Essential spectrum of squared operator 
Let $A\colon D(A) \to \mathcal H$ be a self-adjoint operator on a separable Hilbert space $\mathcal H$. Prove that 
  $$\sigma_{\text{ess}}(A^2) = \left( \sigma_{\text{ess}}(A) \right)^2,$$where $\sigma_{\text{ess}}(A^2)$ denotes the essential spectrum, that is 
  $$\sigma_{\text{ess}}(A) := \\ \sigma(A) \setminus \{\lambda \in \sigma(A):  \lambda \text{ is an eigenvalue of } A \text{ isolated in } \sigma(A) \text{ and has finite mult.}\}$$

I attempted this using Weyl sequences: Let $\{x_n\}_{n\in \mathbb N}$ be a (singular) Weyl sequence, that is $\lVert x_n \rVert = 1, \lVert (A-\lambda) x_n \rVert \to 0$ strongly, $x_n \rightharpoonup 0$ weakly.

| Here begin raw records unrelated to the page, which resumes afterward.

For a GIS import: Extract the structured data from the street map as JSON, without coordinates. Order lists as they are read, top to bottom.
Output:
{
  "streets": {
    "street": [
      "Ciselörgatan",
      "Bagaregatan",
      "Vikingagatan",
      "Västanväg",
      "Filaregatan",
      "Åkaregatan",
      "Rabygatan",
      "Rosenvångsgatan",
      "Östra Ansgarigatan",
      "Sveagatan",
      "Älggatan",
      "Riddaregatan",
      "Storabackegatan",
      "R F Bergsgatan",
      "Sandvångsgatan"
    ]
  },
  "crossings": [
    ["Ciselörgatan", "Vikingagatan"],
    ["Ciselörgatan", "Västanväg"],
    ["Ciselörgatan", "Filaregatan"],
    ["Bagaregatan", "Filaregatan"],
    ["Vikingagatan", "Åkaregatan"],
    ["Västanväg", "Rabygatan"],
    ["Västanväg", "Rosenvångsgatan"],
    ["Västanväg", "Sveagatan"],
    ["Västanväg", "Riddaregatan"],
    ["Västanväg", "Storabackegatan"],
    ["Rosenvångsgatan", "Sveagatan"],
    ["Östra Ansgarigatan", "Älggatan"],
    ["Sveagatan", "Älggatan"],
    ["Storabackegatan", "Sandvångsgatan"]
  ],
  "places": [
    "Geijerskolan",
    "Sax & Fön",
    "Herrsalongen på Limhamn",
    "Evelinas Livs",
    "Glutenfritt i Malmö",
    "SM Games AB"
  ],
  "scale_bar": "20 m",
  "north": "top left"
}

I want to show that $-\sqrt{\lambda}$ or $\sqrt{\lambda}$ is in the essential spectrum of $A$. To that end, I think I can claim that $\{x_n\}_{n\in \mathbb N}$ is a singular Weyl sequence for $-\sqrt{\lambda}$ or, if not, $\left((A+\sqrt{\lambda})x_n\right)_{n\in \mathbb N}$ is a Weyl sequence for $\sqrt{\lambda}$. However, this ended in messy calculations and I couldn't conclude without knowing $A$ to be bounded. Any hints appreciated.
(Removed wrong proof)
 A: Check the following:


*

*If a point $\lambda\in \sigma(A)$ is not an eigenvalue of $A$ then $\lambda$ is not isolated in $\sigma(A)$.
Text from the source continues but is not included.